Available data:
=== Section Start ===

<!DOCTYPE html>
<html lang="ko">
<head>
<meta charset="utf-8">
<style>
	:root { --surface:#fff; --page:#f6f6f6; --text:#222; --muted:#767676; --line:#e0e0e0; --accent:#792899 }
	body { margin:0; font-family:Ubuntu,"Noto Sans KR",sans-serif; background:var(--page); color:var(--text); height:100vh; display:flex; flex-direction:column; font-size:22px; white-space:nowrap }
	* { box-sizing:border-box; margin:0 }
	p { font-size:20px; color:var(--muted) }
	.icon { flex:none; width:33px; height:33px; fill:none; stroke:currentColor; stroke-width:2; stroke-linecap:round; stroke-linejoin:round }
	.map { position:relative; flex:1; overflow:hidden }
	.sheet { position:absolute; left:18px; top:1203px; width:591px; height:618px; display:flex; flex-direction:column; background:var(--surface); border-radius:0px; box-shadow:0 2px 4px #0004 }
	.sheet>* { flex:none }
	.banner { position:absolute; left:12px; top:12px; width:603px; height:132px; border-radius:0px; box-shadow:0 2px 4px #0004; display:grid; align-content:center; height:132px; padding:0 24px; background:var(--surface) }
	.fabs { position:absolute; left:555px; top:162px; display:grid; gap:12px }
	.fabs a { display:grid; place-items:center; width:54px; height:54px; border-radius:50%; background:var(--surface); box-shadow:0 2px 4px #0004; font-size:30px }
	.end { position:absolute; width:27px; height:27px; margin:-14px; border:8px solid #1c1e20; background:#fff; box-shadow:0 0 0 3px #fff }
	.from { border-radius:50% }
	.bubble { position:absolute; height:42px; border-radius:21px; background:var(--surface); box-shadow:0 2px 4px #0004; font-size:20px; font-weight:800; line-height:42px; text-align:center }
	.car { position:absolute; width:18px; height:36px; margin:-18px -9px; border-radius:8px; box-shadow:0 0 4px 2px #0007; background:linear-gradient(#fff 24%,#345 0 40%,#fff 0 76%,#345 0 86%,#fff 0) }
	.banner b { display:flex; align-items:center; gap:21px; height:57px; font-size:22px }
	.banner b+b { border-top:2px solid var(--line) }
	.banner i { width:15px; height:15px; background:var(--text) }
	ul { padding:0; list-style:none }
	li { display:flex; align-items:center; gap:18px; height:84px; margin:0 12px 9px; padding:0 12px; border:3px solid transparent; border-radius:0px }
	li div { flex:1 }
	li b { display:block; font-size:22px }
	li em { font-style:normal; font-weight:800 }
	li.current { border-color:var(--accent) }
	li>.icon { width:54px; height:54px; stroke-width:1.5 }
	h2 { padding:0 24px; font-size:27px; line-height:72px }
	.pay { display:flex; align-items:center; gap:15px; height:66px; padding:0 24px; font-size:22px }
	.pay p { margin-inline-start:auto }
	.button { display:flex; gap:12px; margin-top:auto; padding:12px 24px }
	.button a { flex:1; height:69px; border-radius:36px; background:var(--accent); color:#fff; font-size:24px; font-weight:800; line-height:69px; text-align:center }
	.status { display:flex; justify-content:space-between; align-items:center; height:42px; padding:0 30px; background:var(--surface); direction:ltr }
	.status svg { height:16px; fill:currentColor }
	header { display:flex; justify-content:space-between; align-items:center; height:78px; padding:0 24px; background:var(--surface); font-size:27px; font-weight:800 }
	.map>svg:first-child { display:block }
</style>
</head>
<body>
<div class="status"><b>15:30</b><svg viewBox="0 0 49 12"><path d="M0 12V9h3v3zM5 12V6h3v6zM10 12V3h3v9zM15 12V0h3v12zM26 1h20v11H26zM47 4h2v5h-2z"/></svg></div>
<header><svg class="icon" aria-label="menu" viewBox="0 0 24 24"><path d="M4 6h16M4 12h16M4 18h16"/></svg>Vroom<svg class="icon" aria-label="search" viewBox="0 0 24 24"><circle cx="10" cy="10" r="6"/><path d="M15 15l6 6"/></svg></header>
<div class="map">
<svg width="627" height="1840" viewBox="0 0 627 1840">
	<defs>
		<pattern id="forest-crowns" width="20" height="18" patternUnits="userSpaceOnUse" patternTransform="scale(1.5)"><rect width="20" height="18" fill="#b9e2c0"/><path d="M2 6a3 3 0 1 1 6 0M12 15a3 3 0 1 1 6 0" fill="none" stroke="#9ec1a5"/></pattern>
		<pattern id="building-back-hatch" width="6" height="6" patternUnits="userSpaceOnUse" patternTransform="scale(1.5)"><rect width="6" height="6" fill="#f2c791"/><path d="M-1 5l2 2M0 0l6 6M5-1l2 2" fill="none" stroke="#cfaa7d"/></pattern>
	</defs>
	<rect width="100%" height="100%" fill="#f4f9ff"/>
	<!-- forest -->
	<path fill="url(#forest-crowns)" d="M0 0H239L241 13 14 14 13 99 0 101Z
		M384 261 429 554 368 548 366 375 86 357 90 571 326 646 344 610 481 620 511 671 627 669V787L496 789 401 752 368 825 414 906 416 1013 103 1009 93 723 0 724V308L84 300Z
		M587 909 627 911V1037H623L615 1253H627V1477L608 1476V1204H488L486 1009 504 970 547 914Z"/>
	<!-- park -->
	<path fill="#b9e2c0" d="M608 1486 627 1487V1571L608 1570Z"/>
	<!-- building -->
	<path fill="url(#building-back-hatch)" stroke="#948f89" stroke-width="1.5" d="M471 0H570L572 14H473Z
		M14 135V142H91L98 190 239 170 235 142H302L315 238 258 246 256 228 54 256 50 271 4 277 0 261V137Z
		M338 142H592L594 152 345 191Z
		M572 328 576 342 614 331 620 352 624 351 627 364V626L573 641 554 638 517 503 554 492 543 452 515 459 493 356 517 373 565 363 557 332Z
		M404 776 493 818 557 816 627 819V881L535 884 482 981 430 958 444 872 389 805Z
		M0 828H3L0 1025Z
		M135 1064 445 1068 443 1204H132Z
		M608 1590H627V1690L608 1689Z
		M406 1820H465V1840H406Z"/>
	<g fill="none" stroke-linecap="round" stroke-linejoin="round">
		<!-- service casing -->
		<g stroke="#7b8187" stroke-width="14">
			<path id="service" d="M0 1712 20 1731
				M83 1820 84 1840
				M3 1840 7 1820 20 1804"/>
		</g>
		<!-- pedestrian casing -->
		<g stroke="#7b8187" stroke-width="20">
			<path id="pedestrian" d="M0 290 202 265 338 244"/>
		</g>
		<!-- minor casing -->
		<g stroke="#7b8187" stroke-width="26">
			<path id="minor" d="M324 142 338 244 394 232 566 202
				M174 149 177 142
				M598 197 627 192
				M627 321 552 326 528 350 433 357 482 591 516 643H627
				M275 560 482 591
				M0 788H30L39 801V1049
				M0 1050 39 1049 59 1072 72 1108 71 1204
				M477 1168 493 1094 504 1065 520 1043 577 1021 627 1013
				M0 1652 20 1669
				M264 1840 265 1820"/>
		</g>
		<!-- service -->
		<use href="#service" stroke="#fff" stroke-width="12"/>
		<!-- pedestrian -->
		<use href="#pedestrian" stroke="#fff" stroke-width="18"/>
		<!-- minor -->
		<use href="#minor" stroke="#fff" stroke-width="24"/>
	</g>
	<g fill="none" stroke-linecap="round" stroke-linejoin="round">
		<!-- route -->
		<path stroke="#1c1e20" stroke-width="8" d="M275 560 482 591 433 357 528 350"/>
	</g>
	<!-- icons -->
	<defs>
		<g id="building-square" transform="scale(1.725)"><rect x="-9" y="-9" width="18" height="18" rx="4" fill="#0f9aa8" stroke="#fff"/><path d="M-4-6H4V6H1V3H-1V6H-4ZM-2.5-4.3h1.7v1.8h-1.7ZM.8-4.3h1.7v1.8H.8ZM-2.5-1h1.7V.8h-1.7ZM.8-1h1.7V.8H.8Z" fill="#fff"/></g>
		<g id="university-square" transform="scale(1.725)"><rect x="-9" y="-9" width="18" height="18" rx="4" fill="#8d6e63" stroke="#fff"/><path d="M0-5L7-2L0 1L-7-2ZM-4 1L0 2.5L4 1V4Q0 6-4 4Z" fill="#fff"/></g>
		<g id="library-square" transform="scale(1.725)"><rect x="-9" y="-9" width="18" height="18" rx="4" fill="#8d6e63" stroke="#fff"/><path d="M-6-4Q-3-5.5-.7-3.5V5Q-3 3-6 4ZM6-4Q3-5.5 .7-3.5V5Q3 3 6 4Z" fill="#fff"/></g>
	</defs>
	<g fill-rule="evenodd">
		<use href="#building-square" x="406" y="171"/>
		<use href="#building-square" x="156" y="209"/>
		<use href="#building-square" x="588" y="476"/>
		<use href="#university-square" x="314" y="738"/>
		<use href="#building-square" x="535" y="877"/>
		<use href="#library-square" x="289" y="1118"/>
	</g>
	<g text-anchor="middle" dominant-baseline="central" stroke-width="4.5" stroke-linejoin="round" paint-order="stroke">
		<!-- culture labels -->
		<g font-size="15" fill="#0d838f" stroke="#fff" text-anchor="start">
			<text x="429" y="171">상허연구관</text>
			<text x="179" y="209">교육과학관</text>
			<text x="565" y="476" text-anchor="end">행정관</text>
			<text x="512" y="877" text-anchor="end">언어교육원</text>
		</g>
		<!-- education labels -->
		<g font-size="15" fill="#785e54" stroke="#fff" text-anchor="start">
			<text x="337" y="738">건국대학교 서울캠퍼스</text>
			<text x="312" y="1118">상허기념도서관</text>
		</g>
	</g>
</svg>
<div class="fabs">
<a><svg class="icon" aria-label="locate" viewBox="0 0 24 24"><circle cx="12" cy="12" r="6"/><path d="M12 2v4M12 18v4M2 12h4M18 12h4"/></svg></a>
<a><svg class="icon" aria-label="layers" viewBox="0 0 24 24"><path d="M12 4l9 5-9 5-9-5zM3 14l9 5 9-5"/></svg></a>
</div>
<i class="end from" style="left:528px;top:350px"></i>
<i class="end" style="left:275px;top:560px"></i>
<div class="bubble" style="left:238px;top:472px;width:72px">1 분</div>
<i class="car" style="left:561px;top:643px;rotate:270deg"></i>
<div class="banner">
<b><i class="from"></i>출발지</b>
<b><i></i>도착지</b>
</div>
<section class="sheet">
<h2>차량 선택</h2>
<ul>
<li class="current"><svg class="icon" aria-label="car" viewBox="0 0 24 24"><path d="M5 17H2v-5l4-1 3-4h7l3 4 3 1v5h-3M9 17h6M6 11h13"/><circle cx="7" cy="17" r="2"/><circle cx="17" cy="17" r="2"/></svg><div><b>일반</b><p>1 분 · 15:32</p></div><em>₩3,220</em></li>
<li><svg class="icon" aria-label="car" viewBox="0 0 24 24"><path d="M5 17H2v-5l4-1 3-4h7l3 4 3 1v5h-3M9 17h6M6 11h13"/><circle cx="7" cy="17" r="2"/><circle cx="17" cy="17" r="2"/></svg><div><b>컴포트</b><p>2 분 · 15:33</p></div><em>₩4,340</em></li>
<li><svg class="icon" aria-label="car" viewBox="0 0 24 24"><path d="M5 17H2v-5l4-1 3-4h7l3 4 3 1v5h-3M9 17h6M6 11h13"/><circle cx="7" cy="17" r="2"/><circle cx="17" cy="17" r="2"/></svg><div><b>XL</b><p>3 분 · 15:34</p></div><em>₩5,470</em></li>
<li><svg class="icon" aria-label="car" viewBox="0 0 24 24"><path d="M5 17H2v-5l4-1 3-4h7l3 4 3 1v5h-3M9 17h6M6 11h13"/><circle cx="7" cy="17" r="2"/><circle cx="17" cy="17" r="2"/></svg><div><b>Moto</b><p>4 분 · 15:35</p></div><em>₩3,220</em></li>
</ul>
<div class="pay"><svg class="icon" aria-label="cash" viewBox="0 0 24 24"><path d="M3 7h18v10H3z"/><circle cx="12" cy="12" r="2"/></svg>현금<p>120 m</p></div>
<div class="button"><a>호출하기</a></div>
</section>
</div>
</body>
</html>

=== Section End ===

Track down every line in the entries that includes the string "currentColor", and copy it.

	.icon { flex:none; width:33px; height:33px; fill:none; stroke:currentColor; stroke-width:2; stroke-linecap:round; stroke-linejoin:round }
	.status svg { height:16px; fill:currentColor }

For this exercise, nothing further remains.